**Problem details**
Print out the entries exactly, and include each one.

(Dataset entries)
========

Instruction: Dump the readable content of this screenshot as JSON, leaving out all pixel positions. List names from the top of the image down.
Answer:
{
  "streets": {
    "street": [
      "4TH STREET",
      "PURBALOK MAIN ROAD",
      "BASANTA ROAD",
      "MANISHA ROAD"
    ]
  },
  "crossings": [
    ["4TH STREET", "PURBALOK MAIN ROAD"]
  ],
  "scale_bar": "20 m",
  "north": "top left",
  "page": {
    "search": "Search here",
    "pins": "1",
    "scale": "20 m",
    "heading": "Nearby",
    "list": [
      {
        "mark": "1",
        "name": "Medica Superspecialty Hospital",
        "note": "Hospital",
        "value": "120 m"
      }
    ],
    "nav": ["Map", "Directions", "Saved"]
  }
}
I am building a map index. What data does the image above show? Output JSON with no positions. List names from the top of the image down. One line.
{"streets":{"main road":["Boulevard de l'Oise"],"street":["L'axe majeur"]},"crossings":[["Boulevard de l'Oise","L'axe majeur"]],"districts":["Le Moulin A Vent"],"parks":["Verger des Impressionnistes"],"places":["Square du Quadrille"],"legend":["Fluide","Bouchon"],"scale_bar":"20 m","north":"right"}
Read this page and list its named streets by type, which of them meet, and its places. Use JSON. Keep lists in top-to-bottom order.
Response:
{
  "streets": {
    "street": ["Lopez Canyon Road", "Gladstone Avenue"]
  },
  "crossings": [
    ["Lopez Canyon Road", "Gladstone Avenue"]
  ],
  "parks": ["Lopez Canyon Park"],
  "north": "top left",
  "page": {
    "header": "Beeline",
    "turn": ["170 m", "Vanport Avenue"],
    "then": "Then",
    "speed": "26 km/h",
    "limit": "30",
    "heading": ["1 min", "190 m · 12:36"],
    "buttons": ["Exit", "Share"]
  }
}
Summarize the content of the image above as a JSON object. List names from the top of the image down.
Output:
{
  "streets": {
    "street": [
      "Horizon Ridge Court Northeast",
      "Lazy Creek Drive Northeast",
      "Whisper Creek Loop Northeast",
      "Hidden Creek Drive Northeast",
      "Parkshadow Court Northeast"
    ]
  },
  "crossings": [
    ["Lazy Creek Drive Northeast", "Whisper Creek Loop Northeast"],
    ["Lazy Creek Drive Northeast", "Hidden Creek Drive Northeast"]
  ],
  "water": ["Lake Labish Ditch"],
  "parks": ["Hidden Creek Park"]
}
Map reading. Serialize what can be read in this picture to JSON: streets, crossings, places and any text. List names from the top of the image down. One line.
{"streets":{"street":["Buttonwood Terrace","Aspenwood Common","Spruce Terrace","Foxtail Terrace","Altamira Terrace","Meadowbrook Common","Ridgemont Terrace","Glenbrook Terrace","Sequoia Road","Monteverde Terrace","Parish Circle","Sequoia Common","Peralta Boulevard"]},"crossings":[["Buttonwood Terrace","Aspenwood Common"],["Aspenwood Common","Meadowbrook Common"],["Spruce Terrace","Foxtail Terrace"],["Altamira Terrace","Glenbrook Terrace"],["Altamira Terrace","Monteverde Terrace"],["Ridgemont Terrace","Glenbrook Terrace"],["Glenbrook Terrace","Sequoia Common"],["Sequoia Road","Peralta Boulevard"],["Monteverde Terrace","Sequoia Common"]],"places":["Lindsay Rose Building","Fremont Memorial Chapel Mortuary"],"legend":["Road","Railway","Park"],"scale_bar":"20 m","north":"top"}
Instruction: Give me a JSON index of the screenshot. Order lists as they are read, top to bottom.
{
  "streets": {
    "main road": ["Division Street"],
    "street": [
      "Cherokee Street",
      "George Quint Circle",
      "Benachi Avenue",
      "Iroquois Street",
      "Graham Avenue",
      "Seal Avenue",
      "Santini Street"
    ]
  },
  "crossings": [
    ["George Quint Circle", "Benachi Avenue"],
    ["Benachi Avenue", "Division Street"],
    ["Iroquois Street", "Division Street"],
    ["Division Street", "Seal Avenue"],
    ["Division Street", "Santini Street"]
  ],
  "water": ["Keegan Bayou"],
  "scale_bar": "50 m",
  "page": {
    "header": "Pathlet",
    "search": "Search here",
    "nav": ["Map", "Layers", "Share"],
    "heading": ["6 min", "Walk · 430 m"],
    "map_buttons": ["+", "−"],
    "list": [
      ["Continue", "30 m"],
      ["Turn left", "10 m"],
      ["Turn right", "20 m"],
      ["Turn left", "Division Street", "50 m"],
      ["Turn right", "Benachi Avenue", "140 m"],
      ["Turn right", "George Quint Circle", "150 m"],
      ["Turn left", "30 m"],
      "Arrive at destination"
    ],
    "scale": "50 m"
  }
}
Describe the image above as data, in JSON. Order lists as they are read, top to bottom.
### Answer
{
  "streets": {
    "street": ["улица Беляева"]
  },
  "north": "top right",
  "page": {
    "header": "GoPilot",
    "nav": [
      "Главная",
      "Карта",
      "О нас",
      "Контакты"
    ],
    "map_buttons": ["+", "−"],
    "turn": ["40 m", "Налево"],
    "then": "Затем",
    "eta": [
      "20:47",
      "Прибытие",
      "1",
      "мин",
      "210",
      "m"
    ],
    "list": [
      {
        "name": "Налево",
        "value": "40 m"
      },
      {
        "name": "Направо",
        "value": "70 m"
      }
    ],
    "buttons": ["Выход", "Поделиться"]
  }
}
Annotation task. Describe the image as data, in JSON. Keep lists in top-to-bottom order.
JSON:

========

**Output below**
Instruction: Dump the readable content of this screenshot as JSON, leaving out all pixel positions. List names from the top of the image down.
Answer:
{
  "streets": {
    "street": [
      "4TH STREET",
      "PURBALOK MAIN ROAD",
      "BASANTA ROAD",
      "MANISHA ROAD"
    ]
  },
  "crossings": [
    ["4TH STREET", "PURBALOK MAIN ROAD"]
  ],
  "scale_bar": "20 m",
  "north": "top left",
  "page": {
    "search": "Search here",
    "pins": "1",
    "scale": "20 m",
    "heading": "Nearby",
    "list": [
      {
        "mark": "1",
        "name": "Medica Superspecialty Hospital",
        "note": "Hospital",
        "value": "120 m"
      }
    ],
    "nav": ["Map", "Directions", "Saved"]
  }
}
I am building a map index. What data does the image above show? Output JSON with no positions. List names from the top of the image down. One line.
{"streets":{"main road":["Boulevard de l'Oise"],"street":["L'axe majeur"]},"crossings":[["Boulevard de l'Oise","L'axe majeur"]],"districts":["Le Moulin A Vent"],"parks":["Verger des Impressionnistes"],"places":["Square du Quadrille"],"legend":["Fluide","Bouchon"],"scale_bar":"20 m","north":"right"}
Read this page and list its named streets by type, which of them meet, and its places. Use JSON. Keep lists in top-to-bottom order.
Response:
{
  "streets": {
    "street": ["Lopez Canyon Road", "Gladstone Avenue"]
  },
  "crossings": [
    ["Lopez Canyon Road", "Gladstone Avenue"]
  ],
  "parks": ["Lopez Canyon Park"],
  "north": "top left",
  "page": {
    "header": "Beeline",
    "turn": ["170 m", "Vanport Avenue"],
    "then": "Then",
    "speed": "26 km/h",
    "limit": "30",
    "heading": ["1 min", "190 m · 12:36"],
    "buttons": ["Exit", "Share"]
  }
}
Summarize the content of the image above as a JSON object. List names from the top of the image down.
Output:
{
  "streets": {
    "street": [
      "Horizon Ridge Court Northeast",
      "Lazy Creek Drive Northeast",
      "Whisper Creek Loop Northeast",
      "Hidden Creek Drive Northeast",
      "Parkshadow Court Northeast"
    ]
  },
  "crossings": [
    ["Lazy Creek Drive Northeast", "Whisper Creek Loop Northeast"],
    ["Lazy Creek Drive Northeast", "Hidden Creek Drive Northeast"]
  ],
  "water": ["Lake Labish Ditch"],
  "parks": ["Hidden Creek Park"]
}
Map reading. Serialize what can be read in this picture to JSON: streets, crossings, places and any text. List names from the top of the image down. One line.
{"streets":{"street":["Buttonwood Terrace","Aspenwood Common","Spruce Terrace","Foxtail Terrace","Altamira Terrace","Meadowbrook Common","Ridgemont Terrace","Glenbrook Terrace","Sequoia Road","Monteverde Terrace","Parish Circle","Sequoia Common","Peralta Boulevard"]},"crossings":[["Buttonwood Terrace","Aspenwood Common"],["Aspenwood Common","Meadowbrook Common"],["Spruce Terrace","Foxtail Terrace"],["Altamira Terrace","Glenbrook Terrace"],["Altamira Terrace","Monteverde Terrace"],["Ridgemont Terrace","Glenbrook Terrace"],["Glenbrook Terrace","Sequoia Common"],["Sequoia Road","Peralta Boulevard"],["Monteverde Terrace","Sequoia Common"]],"places":["Lindsay Rose Building","Fremont Memorial Chapel Mortuary"],"legend":["Road","Railway","Park"],"scale_bar":"20 m","north":"top"}
Instruction: Give me a JSON index of the screenshot. Order lists as they are read, top to bottom.
{
  "streets": {
    "main road": ["Division Street"],
    "street": [
      "Cherokee Street",
      "George Quint Circle",
      "Benachi Avenue",
      "Iroquois Street",
      "Graham Avenue",
      "Seal Avenue",
      "Santini Street"
    ]
  },
  "crossings": [
    ["George Quint Circle", "Benachi Avenue"],
    ["Benachi Avenue", "Division Street"],
    ["Iroquois Street", "Division Street"],
    ["Division Street", "Seal Avenue"],
    ["Division Street", "Santini Street"]
  ],
  "water": ["Keegan Bayou"],
  "scale_bar": "50 m",
  "page": {
    "header": "Pathlet",
    "search": "Search here",
    "nav": ["Map", "Layers", "Share"],
    "heading": ["6 min", "Walk · 430 m"],
    "map_buttons": ["+", "−"],
    "list": [
      ["Continue", "30 m"],
      ["Turn left", "10 m"],
      ["Turn right", "20 m"],
      ["Turn left", "Division Street", "50 m"],
      ["Turn right", "Benachi Avenue", "140 m"],
      ["Turn right", "George Quint Circle", "150 m"],
      ["Turn left", "30 m"],
      "Arrive at destination"
    ],
    "scale": "50 m"
  }
}
Describe the image above as data, in JSON. Order lists as they are read, top to bottom.
### Answer
{
  "streets": {
    "street": ["улица Беляева"]
  },
  "north": "top right",
  "page": {
    "header": "GoPilot",
    "nav": [
      "Главная",
      "Карта",
      "О нас",
      "Контакты"
    ],
    "map_buttons": ["+", "−"],
    "turn": ["40 m", "Налево"],
    "then": "Затем",
    "eta": [
      "20:47",
      "Прибытие",
      "1",
      "мин",
      "210",
      "m"
    ],
    "list": [
      {
        "name": "Налево",
        "value": "40 m"
      },
      {
        "name": "Направо",
        "value": "70 m"
      }
    ],
    "buttons": ["Выход", "Поделиться"]
  }
}
Annotation task. Describe the image as data, in JSON. Keep lists in top-to-bottom order.
JSON:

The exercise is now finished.